(STORED DATA)
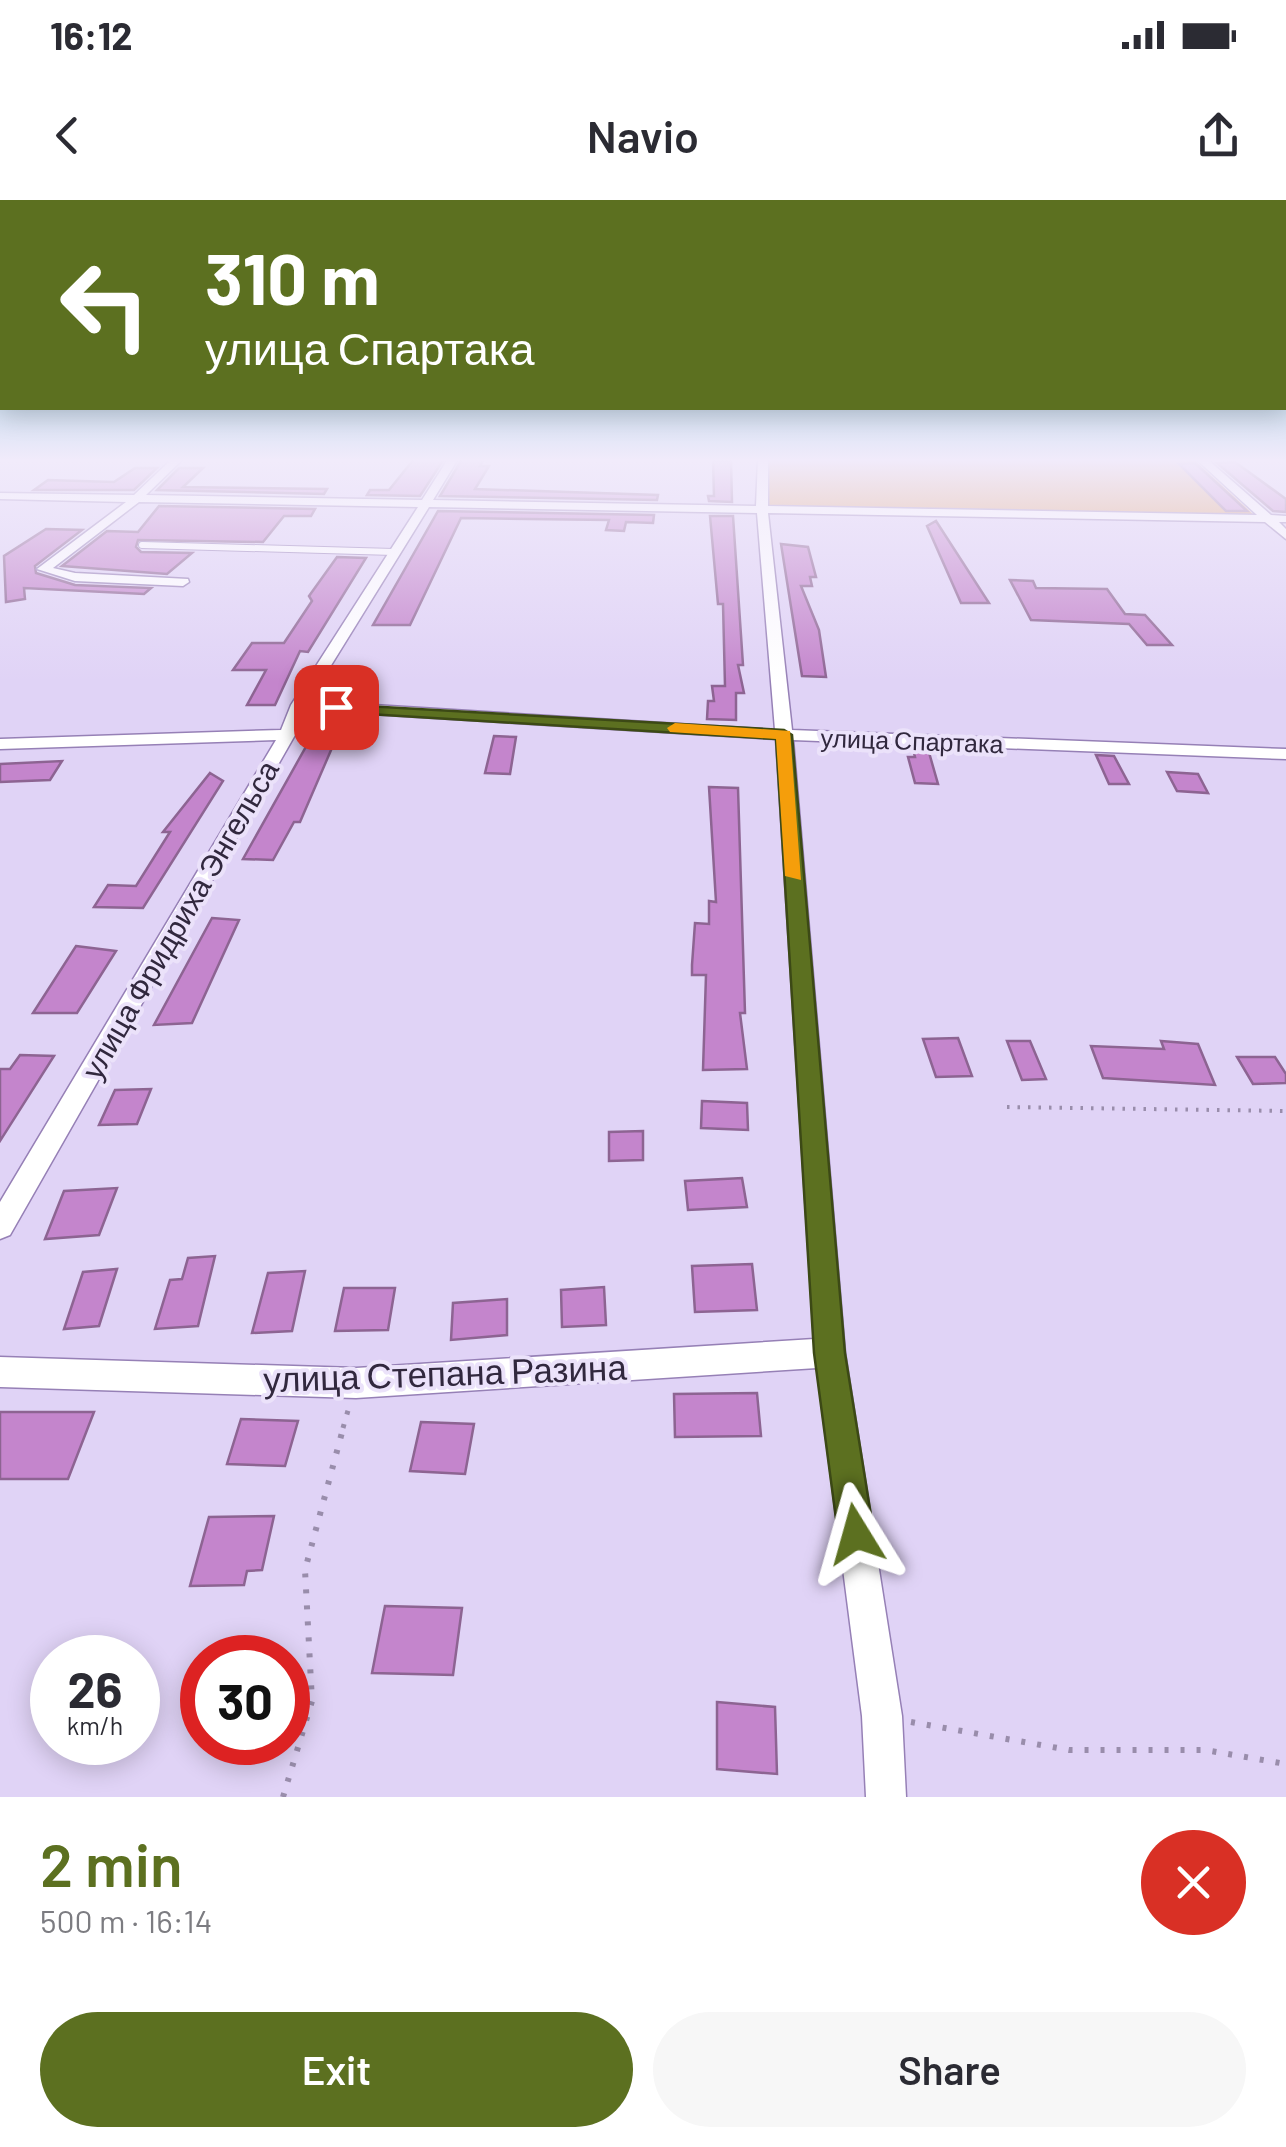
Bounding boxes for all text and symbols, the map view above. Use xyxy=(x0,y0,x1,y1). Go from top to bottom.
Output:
text: 16:12 xyxy=(50,12,132,58)
icon: back xyxy=(40,108,95,163)
text: Navio xyxy=(587,108,699,162)
icon: share xyxy=(1191,108,1246,163)
text: 310 m xyxy=(205,235,380,319)
icon: left xyxy=(40,240,170,370)
text: улица Спартака xyxy=(205,320,534,374)
pin xyxy=(294,665,379,750)
icon: arrive xyxy=(309,680,364,735)
street label: улица Спартака xyxy=(820,722,1004,758)
street label: улица Фридриха Энгельса xyxy=(73,753,285,1085)
street label: улица Степана Разина xyxy=(263,1345,628,1399)
position arrow xyxy=(804,1482,908,1586)
speed limit sign: 30 xyxy=(180,1635,310,1765)
text: 26 xyxy=(68,1658,122,1718)
text: km/h xyxy=(67,1710,123,1740)
text: 2 min xyxy=(40,1827,183,1899)
button: close xyxy=(1141,1830,1246,1935)
text: 500 m · 16:14 xyxy=(40,1901,212,1939)
button: Exit xyxy=(40,2012,633,2127)
button: Share xyxy=(653,2012,1246,2127)

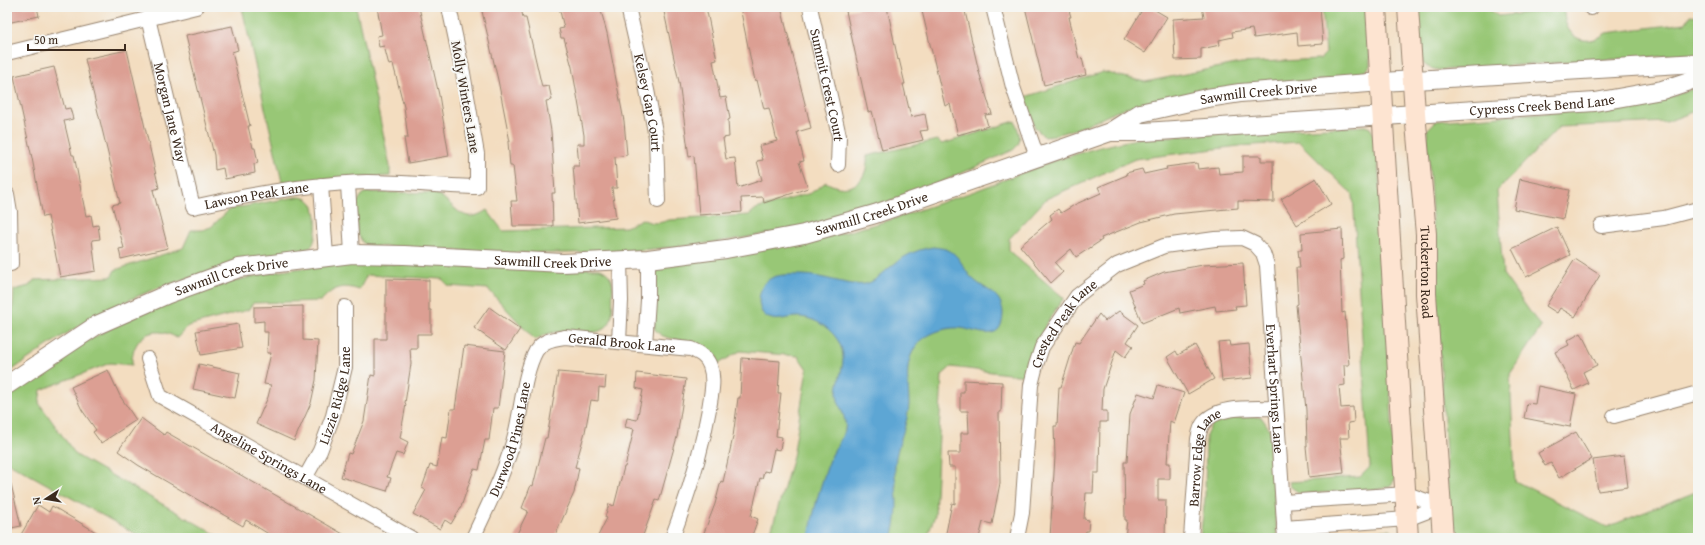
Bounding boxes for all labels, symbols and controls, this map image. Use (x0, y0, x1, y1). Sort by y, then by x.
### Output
scale bar (28, 26, 125, 52)
street label: Summit Crest Court (805, 26, 849, 142)
text: 50 m (34, 31, 58, 48)
street label: Molly Winters Lane (446, 39, 486, 155)
street label: Kelsey Gap Court (629, 52, 666, 152)
street label: Morgan Jane Way (149, 60, 192, 165)
street label: Sawmill Creek Drive (1198, 77, 1318, 109)
street label: Cypress Creek Bend Lane (1469, 89, 1617, 120)
street label: Lawson Peak Lane (203, 176, 310, 214)
street label: Sawmill Creek Drive (813, 186, 931, 240)
street label: Tuckerton Road (1415, 225, 1438, 320)
street label: Sawmill Creek Drive (493, 250, 612, 273)
street label: Sawmill Creek Drive (172, 252, 290, 301)
street label: Crested Peak Lane (1026, 274, 1102, 371)
street label: Everhart Springs Lane (1261, 323, 1289, 455)
street label: Gerald Brook Lane (568, 327, 677, 358)
street label: Lizzie Ridge Lane (313, 346, 355, 447)
street label: Durwood Pines Lane (483, 379, 535, 500)
street label: Barrow Edge Lane (1183, 403, 1224, 507)
street label: Angeline Springs Lane (207, 417, 331, 499)
north arrow (26, 479, 66, 519)
text: N (27, 495, 45, 506)

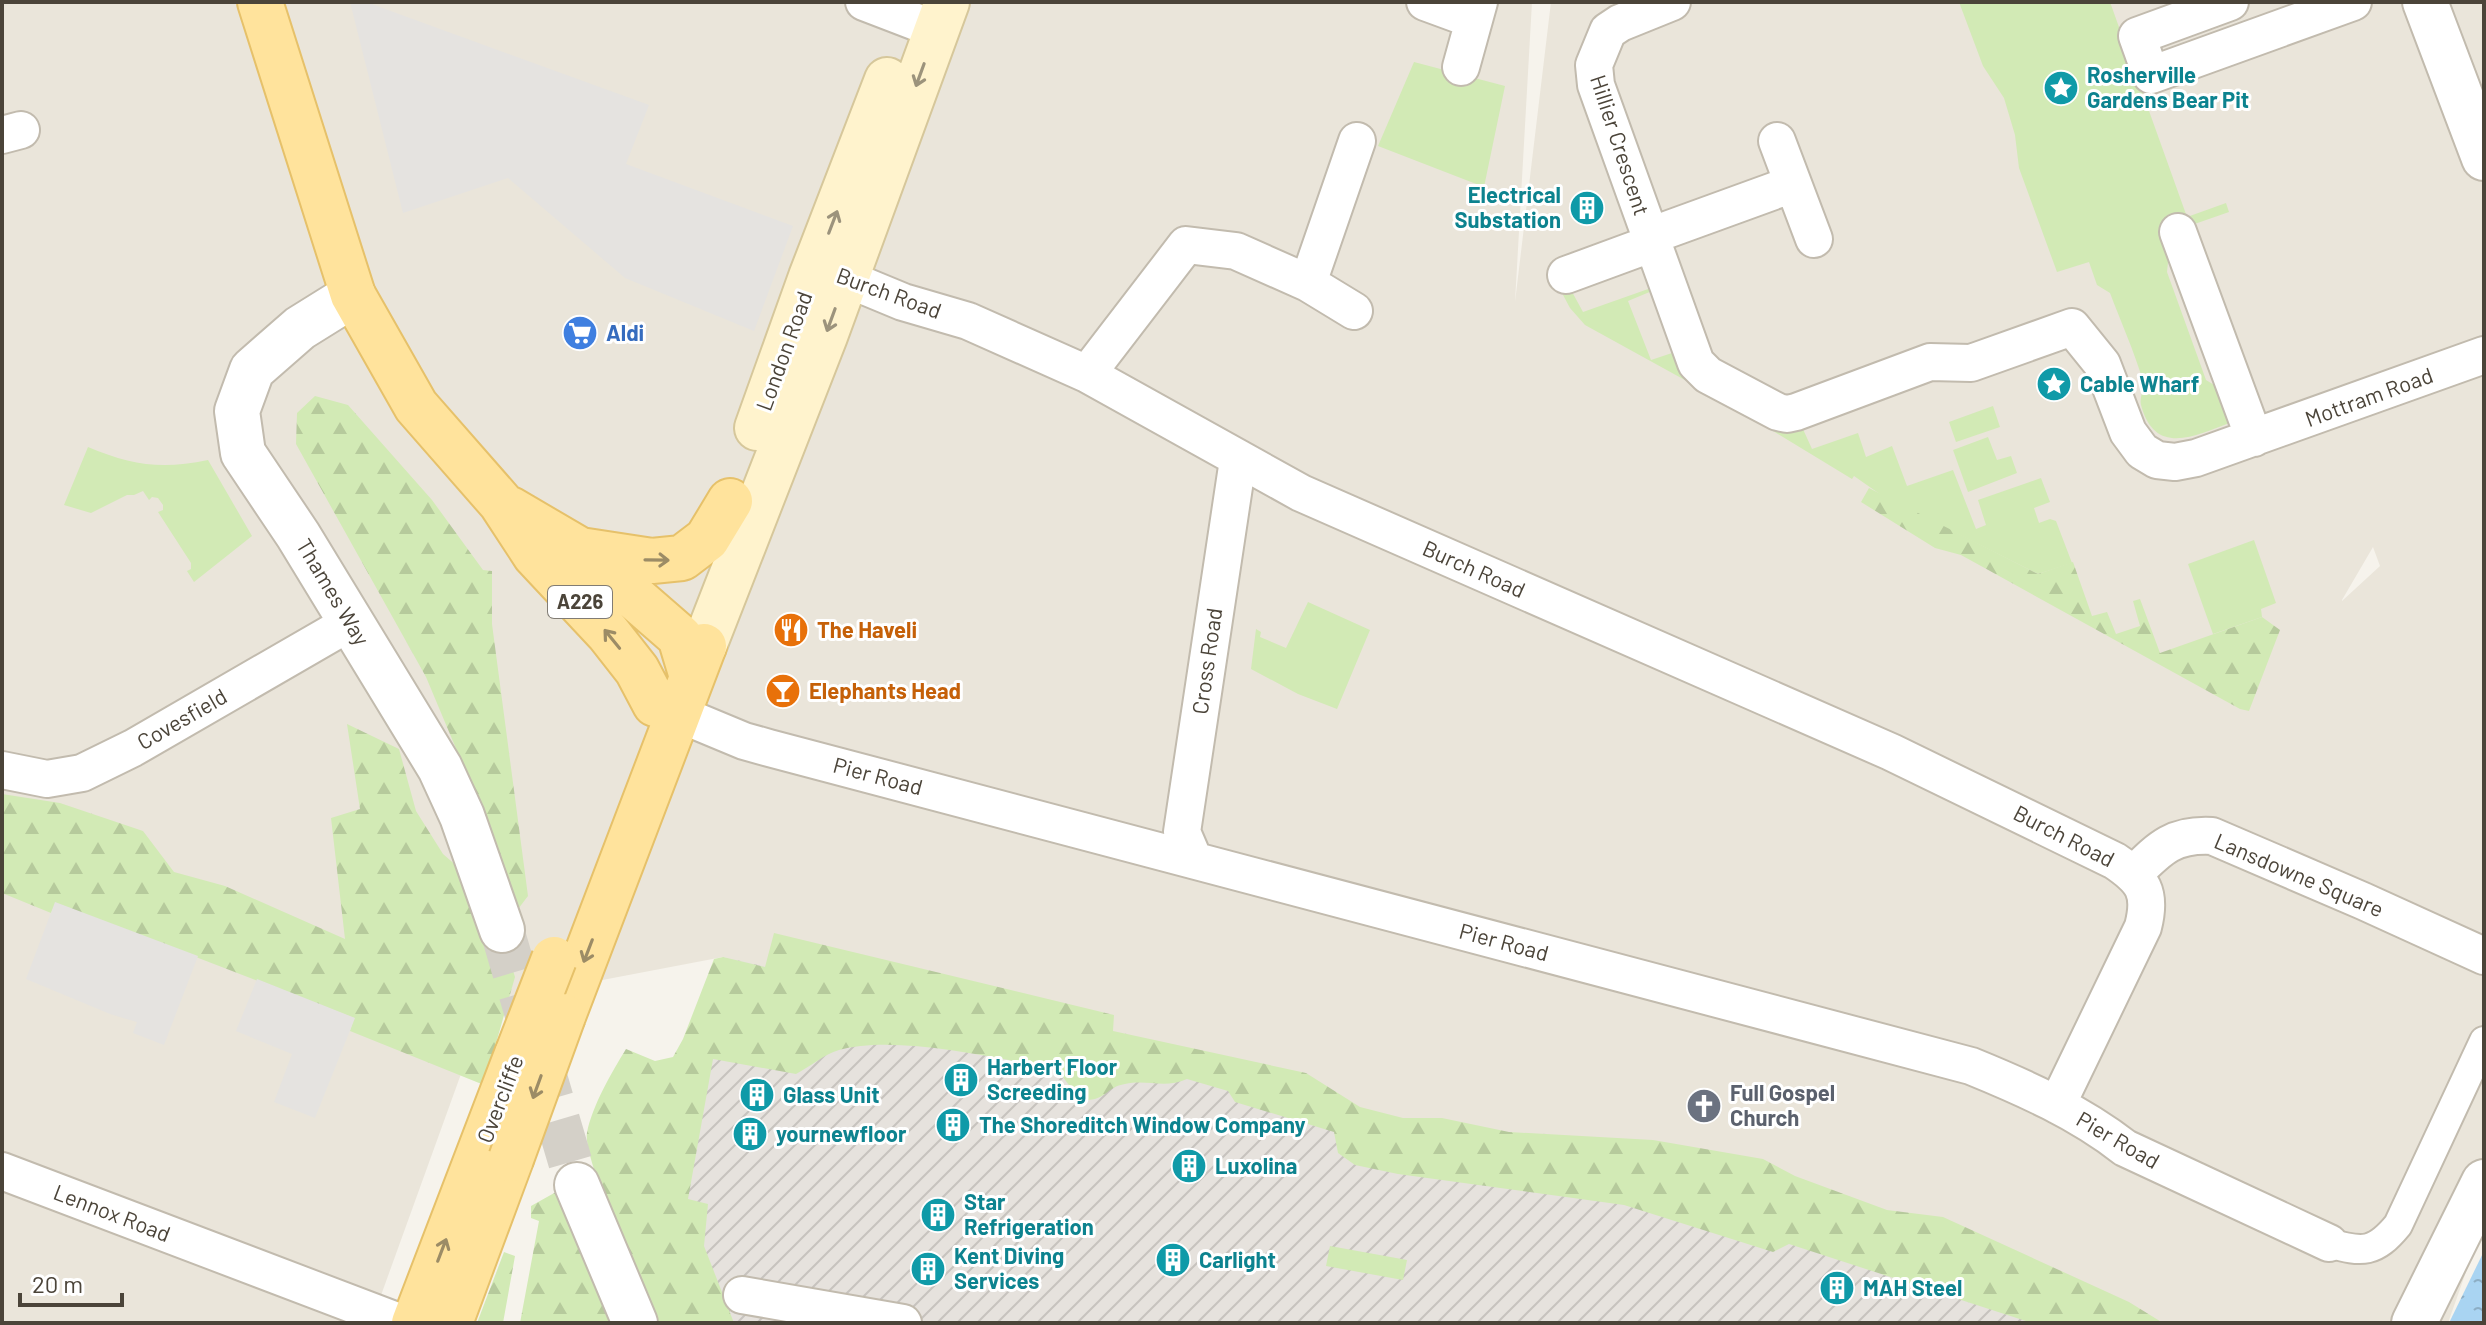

(EXERCISE DIRECTIONS)
Write out all the material above exactly, with no image carried over.

(RESULT OF THIS TASK)
Bounding boxes for all text and symbols, the map view above. Use xyxy=(x0,y0,x1,y1). Go from top to bottom.
Output:
text: 16:12 xyxy=(50,12,132,58)
icon: back xyxy=(40,108,95,163)
text: Navio xyxy=(587,108,699,162)
icon: share xyxy=(1191,108,1246,163)
text: 310 m xyxy=(205,235,380,319)
icon: left xyxy=(40,240,170,370)
text: улица Спартака xyxy=(205,320,534,374)
pin xyxy=(294,665,379,750)
icon: arrive xyxy=(309,680,364,735)
street label: улица Спартака xyxy=(820,722,1004,758)
street label: улица Фридриха Энгельса xyxy=(73,753,285,1085)
street label: улица Степана Разина xyxy=(263,1345,628,1399)
position arrow xyxy=(804,1482,908,1586)
speed limit sign: 30 xyxy=(180,1635,310,1765)
text: 26 xyxy=(68,1658,122,1718)
text: km/h xyxy=(67,1710,123,1740)
text: 2 min xyxy=(40,1827,183,1899)
button: close xyxy=(1141,1830,1246,1935)
text: 500 m · 16:14 xyxy=(40,1901,212,1939)
button: Exit xyxy=(40,2012,633,2127)
button: Share xyxy=(653,2012,1246,2127)

Bounding boxes for all labels, symbols and controls, this map image. Use (x0, y0, x1, y1). Sort by y, then by x.
### Output
scale bar (28, 26, 125, 52)
street label: Summit Crest Court (805, 26, 849, 142)
text: 50 m (34, 31, 58, 48)
street label: Molly Winters Lane (446, 39, 486, 155)
street label: Kelsey Gap Court (629, 52, 666, 152)
street label: Morgan Jane Way (149, 60, 192, 165)
street label: Sawmill Creek Drive (1198, 77, 1318, 109)
street label: Cypress Creek Bend Lane (1469, 89, 1617, 120)
street label: Lawson Peak Lane (203, 176, 310, 214)
street label: Sawmill Creek Drive (813, 186, 931, 240)
street label: Tuckerton Road (1415, 225, 1438, 320)
street label: Sawmill Creek Drive (493, 250, 612, 273)
street label: Sawmill Creek Drive (172, 252, 290, 301)
street label: Crested Peak Lane (1026, 274, 1102, 371)
street label: Everhart Springs Lane (1261, 323, 1289, 455)
street label: Gerald Brook Lane (568, 327, 677, 358)
street label: Lizzie Ridge Lane (313, 346, 355, 447)
street label: Durwood Pines Lane (483, 379, 535, 500)
street label: Barrow Edge Lane (1183, 403, 1224, 507)
street label: Angeline Springs Lane (207, 417, 331, 499)
north arrow (26, 479, 66, 519)
text: N (27, 495, 45, 506)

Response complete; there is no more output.